# TASK PROMPT
Reproduce, character for character, the lines below from the first through the one with "filter:drop-shadow(0 0 1px". Leave pictures out.

# DATA FOR THE TASK
####
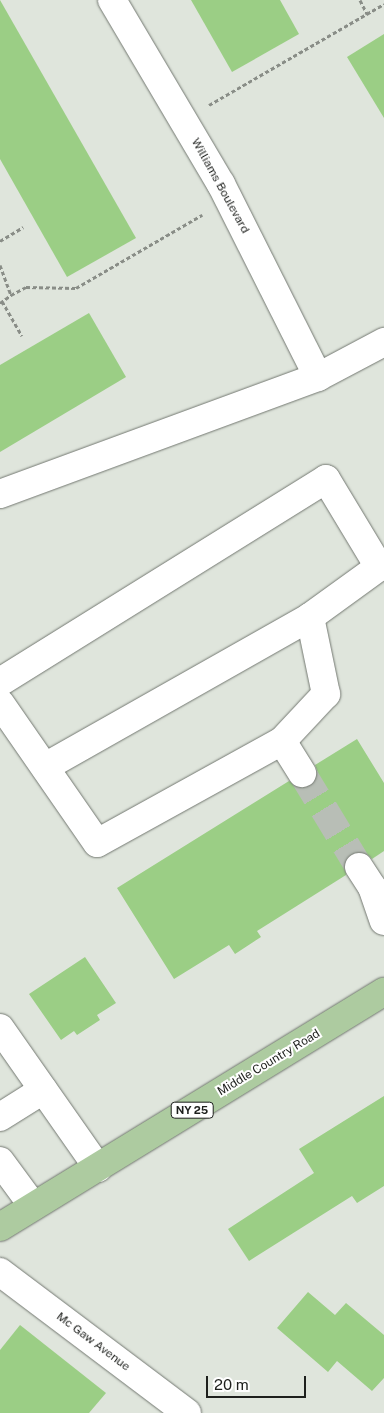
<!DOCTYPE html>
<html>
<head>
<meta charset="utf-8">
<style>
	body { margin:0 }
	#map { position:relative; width:384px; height:1413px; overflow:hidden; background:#dfe5dc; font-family:"Public Sans",sans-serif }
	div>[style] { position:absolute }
	.building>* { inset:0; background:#9bce85 }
	.minor-tunnel>* { height:28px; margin-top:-14px; transform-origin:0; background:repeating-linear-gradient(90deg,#b8beb6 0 28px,transparent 0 42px) }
	.path>* { height:3px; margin-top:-1.5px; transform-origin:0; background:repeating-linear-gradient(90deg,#898d87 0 4px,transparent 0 6.5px) }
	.roads { filter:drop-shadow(0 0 1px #737871) drop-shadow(0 0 1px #737871) }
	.minor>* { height:28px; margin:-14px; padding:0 14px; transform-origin:14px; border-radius:14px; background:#fff }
	.major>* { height:28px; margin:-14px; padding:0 14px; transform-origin:14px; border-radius:14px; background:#adcba0 }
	span { translate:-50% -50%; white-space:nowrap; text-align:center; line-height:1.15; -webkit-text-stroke:4px #fff; paint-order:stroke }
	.shield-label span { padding:1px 4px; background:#fff; border:1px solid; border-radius:4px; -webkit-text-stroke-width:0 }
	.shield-label { font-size:11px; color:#1e201d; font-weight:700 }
	.street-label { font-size:12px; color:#1e201d }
	.scale { position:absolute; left:206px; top:1376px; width:100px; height:22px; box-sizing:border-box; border:2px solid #1e201d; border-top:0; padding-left:6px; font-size:15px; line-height:18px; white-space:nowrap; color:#1e201d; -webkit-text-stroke:4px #fff; paint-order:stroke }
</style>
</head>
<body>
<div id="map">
	<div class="building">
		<div style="clip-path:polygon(0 0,136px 238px,67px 277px,0 159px)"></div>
		<div style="clip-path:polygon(191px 0,280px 0,299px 34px,232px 72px)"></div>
		<div style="clip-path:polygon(384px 34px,384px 118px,347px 57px)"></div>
		<div style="clip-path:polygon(89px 313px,126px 377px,0 452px,0 365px)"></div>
		<div style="clip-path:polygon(357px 739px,384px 783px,384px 851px,372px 859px,366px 853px,351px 854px,345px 860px,346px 875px,257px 931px,261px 937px,235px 954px,229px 945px,174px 979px,117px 888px,289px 781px,302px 789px,311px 786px,318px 773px,315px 765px)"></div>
		<div style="clip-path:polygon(85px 957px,116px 1003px,97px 1015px,100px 1020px,77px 1035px,74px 1031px,61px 1040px,29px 994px)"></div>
		<div style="clip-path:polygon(384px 1096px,384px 1186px,357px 1203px,352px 1196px,249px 1261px,228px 1229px,314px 1173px,299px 1149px)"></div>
		<div style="clip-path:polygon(308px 1292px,335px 1315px,346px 1303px,384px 1335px,384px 1378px,372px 1391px,337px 1361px,328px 1372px,277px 1328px)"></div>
		<div style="clip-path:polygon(20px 1325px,106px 1393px,89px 1413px,0 1413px,0 1350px)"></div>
	</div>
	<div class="minor-tunnel">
		<div style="left:302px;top:773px;width:110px;rotate:58.8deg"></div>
	</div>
	<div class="path">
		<div style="left:360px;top:0;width:16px;rotate:63deg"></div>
		<div style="left:209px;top:105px;width:202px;rotate:-30deg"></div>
		<div style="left:0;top:241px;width:27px;rotate:-31deg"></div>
		<div style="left:0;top:265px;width:32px;rotate:70deg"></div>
		<div style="left:11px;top:295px;width:17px;rotate:-28deg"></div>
		<div style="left:26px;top:287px;width:50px;rotate:1.1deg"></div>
		<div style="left:76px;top:288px;width:146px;rotate:-30.1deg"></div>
		<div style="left:2px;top:301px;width:40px;rotate:60.3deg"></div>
		<div style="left:0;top:303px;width:14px;rotate:-36deg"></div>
	</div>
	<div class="roads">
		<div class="minor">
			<div style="left:112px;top:0;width:214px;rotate:59.4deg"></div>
			<div style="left:221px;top:184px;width:216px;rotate:63.3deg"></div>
			<div style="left:0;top:494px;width:339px;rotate:-20.2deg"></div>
			<div style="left:318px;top:377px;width:75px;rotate:-27.9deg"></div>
			<div style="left:0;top:682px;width:384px;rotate:-31.9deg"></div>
			<div style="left:326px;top:479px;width:103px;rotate:58.9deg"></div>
			<div style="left:379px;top:567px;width:85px;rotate:144.1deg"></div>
			<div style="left:310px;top:617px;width:79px;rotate:78.3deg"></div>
			<div style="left:326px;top:694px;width:64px;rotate:133.1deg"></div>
			<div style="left:282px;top:741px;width:211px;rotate:151.1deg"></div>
			<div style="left:97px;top:843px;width:170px;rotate:-124.7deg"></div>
			<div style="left:282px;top:741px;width:38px;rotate:58deg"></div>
			<div style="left:45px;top:767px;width:305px;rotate:-29.5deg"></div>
			<div style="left:359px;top:867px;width:24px;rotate:57deg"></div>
			<div style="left:372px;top:887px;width:36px;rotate:71deg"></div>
			<div style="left:0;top:1028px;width:171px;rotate:55deg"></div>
			<div style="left:0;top:1117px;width:51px;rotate:-32.1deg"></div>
			<div style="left:0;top:1161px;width:56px;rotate:53.7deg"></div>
			<div style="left:0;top:1272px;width:234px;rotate:37deg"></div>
		</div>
		<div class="major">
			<div style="left:0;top:1227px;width:450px;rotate:-31.5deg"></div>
		</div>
	</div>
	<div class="shield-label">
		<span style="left:192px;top:1110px">NY 25</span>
	</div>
	<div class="street-label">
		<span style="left:220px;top:186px;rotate:61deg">Williams Boulevard</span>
		<span style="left:269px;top:1063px;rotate:-31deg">Middle Country Road</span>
		<span style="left:93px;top:1342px;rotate:37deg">Mc Gaw Avenue</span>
	</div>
	<div class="scale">20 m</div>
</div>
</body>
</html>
####
# THE COMPLETED TASK
<!DOCTYPE html>
<html>
<head>
<meta charset="utf-8">
<style>
	body { margin:0 }
	#map { position:relative; width:384px; height:1413px; overflow:hidden; background:#dfe5dc; font-family:"Public Sans",sans-serif }
	div>[style] { position:absolute }
	.building>* { inset:0; background:#9bce85 }
	.minor-tunnel>* { height:28px; margin-top:-14px; transform-origin:0; background:repeating-linear-gradient(90deg,#b8beb6 0 28px,transparent 0 42px) }
	.path>* { height:3px; margin-top:-1.5px; transform-origin:0; background:repeating-linear-gradient(90deg,#898d87 0 4px,transparent 0 6.5px) }
	.roads { filter:drop-shadow(0 0 1px #737871) drop-shadow(0 0 1px #737871) }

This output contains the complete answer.